_Your instructions:_
In the records below, count every line containing "school". Reply with the number only.

=== Information given ===

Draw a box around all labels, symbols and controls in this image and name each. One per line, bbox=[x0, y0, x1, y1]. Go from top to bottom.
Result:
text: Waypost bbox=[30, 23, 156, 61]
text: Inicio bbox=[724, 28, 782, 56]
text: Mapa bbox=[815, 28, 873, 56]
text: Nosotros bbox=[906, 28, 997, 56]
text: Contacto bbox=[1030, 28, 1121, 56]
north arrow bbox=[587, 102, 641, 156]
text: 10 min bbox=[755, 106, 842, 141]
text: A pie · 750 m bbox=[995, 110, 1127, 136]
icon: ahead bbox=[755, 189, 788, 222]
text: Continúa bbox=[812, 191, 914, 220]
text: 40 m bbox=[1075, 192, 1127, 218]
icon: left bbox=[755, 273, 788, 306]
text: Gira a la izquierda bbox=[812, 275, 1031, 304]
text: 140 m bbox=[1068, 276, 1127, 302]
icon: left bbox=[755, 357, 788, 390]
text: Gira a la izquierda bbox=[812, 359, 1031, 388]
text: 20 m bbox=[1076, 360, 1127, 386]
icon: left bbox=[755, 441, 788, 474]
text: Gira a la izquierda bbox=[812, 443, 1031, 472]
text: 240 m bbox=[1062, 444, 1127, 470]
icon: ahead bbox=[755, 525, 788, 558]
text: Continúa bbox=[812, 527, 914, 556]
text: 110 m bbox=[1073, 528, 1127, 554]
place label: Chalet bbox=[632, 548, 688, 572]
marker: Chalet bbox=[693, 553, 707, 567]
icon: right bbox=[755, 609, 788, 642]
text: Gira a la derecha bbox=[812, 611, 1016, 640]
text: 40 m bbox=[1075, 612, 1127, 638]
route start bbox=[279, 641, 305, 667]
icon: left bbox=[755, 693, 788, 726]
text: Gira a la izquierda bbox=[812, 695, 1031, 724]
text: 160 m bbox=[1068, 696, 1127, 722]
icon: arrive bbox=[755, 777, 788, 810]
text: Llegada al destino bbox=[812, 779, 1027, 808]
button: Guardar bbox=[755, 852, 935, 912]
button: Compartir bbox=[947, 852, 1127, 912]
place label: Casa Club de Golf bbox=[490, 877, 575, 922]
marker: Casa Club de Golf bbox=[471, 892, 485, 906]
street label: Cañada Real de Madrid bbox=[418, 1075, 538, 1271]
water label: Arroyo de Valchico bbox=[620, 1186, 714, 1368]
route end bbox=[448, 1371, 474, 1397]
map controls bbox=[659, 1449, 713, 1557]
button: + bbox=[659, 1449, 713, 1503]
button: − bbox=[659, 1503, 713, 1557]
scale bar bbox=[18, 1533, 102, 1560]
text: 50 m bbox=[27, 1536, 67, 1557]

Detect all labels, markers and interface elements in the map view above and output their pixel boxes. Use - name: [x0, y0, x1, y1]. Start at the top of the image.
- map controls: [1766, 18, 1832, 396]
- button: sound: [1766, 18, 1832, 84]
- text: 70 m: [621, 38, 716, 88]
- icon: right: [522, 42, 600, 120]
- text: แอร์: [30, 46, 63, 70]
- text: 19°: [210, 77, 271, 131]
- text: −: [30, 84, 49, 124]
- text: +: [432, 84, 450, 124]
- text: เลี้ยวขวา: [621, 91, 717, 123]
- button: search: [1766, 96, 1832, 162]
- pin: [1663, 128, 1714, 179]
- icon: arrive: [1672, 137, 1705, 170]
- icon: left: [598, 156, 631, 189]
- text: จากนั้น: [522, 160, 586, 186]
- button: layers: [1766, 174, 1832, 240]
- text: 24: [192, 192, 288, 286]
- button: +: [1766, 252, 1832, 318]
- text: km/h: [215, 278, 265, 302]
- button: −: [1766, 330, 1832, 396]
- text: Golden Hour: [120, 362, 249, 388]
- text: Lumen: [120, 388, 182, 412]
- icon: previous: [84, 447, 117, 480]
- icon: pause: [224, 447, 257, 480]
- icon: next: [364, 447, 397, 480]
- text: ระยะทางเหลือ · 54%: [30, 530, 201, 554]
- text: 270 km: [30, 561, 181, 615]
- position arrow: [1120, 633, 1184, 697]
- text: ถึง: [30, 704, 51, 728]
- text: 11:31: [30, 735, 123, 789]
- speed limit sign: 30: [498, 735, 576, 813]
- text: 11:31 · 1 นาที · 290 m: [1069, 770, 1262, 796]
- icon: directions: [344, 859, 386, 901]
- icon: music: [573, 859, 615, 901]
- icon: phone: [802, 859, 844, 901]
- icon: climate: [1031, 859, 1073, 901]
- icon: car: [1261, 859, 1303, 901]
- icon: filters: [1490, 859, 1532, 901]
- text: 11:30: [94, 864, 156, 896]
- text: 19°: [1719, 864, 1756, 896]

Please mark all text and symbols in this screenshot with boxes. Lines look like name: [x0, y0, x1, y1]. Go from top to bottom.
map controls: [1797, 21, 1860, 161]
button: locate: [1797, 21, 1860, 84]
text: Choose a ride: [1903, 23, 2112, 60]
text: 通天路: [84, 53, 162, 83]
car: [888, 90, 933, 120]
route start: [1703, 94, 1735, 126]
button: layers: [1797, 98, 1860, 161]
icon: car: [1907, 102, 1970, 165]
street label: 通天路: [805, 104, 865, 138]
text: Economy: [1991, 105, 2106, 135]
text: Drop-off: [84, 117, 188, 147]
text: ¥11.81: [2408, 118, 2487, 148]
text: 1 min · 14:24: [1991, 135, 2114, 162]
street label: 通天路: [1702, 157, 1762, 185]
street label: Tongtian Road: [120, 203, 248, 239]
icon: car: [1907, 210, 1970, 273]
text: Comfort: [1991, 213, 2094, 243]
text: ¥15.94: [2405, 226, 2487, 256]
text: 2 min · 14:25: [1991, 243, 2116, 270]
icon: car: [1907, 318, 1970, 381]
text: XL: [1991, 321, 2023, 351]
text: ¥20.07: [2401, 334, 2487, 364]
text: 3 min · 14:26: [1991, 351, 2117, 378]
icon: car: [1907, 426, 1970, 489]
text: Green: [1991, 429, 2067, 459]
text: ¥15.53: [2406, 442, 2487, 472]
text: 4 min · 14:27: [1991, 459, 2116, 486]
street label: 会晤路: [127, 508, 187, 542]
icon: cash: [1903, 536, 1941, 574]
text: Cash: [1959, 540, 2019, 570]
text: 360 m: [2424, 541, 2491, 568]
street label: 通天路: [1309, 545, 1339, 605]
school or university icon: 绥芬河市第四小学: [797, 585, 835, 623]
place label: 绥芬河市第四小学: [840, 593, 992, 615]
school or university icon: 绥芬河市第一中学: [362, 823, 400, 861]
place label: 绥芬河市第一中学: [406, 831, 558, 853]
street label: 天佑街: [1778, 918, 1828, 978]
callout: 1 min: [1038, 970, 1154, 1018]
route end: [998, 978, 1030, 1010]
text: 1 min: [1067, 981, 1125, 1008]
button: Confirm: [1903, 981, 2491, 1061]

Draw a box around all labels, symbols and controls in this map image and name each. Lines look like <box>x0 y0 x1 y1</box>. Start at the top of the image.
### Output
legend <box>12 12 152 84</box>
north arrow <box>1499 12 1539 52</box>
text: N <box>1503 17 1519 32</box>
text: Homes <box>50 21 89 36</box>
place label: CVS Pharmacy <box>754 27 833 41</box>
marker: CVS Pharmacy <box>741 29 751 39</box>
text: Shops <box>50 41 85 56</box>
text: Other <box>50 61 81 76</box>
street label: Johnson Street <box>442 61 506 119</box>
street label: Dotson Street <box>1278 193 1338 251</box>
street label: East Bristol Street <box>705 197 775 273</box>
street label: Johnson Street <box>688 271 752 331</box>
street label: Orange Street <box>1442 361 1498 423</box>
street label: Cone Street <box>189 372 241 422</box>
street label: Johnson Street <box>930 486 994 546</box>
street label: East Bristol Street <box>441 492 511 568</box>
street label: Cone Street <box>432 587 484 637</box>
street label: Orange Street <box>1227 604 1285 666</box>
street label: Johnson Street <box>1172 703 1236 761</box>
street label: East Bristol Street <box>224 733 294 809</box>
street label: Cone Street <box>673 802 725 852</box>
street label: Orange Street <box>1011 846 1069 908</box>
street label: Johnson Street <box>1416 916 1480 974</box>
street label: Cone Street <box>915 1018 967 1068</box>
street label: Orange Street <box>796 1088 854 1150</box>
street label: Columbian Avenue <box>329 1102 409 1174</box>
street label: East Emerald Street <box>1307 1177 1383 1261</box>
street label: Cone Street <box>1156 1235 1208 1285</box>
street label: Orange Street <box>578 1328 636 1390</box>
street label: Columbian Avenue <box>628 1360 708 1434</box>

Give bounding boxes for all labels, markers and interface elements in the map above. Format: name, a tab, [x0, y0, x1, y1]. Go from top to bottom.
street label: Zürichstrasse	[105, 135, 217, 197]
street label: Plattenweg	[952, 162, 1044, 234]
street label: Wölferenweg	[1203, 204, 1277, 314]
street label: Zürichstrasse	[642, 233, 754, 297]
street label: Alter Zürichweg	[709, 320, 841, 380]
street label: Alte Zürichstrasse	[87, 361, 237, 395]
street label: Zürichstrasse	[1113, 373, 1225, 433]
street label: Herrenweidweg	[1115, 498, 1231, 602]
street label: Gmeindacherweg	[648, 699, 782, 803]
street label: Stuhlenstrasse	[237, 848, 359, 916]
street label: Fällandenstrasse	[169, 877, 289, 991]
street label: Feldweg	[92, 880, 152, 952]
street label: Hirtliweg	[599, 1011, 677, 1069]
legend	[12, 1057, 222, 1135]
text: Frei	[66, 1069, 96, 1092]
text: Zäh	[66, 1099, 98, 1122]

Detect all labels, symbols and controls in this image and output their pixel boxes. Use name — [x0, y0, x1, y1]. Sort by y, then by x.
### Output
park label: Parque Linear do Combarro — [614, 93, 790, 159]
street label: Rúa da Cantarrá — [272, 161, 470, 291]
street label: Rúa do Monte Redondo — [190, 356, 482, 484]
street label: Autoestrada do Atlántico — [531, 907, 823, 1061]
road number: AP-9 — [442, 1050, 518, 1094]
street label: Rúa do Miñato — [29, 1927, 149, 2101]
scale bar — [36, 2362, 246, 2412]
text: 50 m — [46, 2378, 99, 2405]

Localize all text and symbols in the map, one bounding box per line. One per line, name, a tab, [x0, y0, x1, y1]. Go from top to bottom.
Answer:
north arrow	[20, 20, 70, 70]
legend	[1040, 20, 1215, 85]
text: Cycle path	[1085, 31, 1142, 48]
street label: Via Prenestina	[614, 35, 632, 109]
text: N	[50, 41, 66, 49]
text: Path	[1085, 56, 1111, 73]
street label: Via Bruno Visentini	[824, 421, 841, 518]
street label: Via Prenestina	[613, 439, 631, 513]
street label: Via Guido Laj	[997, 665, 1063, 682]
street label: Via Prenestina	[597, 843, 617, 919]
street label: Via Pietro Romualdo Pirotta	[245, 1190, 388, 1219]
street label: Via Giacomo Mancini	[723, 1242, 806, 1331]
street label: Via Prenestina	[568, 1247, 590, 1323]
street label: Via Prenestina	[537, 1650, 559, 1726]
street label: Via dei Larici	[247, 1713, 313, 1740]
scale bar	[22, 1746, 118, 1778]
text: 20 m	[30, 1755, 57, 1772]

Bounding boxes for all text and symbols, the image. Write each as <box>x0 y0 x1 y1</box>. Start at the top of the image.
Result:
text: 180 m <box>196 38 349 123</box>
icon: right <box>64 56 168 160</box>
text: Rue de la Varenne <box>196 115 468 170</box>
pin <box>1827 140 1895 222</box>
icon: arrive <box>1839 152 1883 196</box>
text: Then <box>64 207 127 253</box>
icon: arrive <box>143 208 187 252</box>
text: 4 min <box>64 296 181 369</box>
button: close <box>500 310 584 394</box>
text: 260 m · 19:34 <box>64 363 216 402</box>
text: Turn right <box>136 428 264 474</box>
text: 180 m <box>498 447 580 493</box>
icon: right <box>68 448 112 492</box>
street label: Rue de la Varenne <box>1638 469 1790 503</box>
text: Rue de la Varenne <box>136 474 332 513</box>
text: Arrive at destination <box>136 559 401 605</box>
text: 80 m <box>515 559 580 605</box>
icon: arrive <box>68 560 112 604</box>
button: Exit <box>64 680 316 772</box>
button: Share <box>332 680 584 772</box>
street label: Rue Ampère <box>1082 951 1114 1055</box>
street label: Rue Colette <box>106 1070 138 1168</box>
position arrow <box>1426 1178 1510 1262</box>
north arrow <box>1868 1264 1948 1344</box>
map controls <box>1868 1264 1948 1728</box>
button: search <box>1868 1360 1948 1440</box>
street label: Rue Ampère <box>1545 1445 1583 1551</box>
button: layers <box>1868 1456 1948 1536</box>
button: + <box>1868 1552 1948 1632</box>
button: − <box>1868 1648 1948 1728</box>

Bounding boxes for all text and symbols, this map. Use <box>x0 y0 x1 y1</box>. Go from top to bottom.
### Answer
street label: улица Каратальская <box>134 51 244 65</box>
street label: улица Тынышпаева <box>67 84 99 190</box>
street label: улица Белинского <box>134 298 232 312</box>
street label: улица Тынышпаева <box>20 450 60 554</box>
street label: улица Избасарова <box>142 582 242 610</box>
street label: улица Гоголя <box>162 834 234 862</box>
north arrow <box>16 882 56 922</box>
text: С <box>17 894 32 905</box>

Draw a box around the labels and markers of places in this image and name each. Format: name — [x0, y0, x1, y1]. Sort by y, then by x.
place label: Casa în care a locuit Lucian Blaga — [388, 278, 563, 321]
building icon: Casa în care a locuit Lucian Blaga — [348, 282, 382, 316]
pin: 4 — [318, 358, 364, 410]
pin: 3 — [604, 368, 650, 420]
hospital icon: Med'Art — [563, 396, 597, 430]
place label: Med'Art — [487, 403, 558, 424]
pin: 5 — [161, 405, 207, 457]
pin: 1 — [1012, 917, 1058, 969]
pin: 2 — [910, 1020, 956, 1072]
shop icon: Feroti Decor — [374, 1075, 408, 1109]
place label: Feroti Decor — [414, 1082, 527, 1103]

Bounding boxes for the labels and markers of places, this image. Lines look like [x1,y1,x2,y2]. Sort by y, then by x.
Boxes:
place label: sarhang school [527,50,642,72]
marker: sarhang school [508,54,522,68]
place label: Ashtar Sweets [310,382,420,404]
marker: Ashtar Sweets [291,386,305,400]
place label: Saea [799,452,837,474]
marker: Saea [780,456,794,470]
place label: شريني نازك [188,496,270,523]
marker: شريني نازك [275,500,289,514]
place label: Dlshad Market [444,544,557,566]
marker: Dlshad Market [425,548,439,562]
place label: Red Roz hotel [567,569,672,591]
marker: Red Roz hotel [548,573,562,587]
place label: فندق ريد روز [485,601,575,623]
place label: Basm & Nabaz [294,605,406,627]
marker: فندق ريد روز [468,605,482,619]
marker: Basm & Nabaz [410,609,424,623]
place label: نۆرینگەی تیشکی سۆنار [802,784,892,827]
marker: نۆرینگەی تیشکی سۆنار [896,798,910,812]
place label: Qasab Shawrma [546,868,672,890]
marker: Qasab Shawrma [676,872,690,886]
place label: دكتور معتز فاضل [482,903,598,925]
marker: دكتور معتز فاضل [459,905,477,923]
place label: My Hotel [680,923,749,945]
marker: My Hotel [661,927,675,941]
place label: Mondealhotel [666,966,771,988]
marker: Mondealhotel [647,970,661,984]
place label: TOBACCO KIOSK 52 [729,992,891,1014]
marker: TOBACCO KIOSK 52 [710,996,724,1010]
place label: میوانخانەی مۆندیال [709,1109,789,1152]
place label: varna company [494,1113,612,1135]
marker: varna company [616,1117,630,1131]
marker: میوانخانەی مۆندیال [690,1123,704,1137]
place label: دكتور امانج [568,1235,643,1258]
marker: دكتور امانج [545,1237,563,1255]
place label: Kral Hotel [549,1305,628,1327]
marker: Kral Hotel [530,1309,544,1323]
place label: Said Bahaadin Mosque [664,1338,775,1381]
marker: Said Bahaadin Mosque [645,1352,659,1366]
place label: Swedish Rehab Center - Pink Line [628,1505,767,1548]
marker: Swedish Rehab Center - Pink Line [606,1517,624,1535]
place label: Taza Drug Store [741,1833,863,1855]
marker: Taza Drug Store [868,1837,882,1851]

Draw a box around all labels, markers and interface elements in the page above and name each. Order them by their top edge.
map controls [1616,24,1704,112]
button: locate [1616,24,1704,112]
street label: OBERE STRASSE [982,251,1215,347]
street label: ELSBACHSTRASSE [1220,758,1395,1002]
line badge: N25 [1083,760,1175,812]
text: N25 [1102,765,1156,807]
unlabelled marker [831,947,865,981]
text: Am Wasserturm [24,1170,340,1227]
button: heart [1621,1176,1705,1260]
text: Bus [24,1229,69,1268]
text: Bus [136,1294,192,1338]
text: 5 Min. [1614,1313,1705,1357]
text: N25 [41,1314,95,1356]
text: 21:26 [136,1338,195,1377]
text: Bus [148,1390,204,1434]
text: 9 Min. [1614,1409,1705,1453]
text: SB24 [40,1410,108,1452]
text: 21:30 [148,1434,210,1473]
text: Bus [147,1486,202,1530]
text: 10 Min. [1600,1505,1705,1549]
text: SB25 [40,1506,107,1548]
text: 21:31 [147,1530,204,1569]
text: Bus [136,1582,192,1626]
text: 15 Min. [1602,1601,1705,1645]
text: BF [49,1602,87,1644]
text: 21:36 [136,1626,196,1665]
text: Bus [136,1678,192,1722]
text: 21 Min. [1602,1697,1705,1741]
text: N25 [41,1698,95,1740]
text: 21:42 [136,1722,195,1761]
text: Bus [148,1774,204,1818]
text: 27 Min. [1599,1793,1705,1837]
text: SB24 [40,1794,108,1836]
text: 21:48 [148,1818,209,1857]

===

_Worked solution:_
4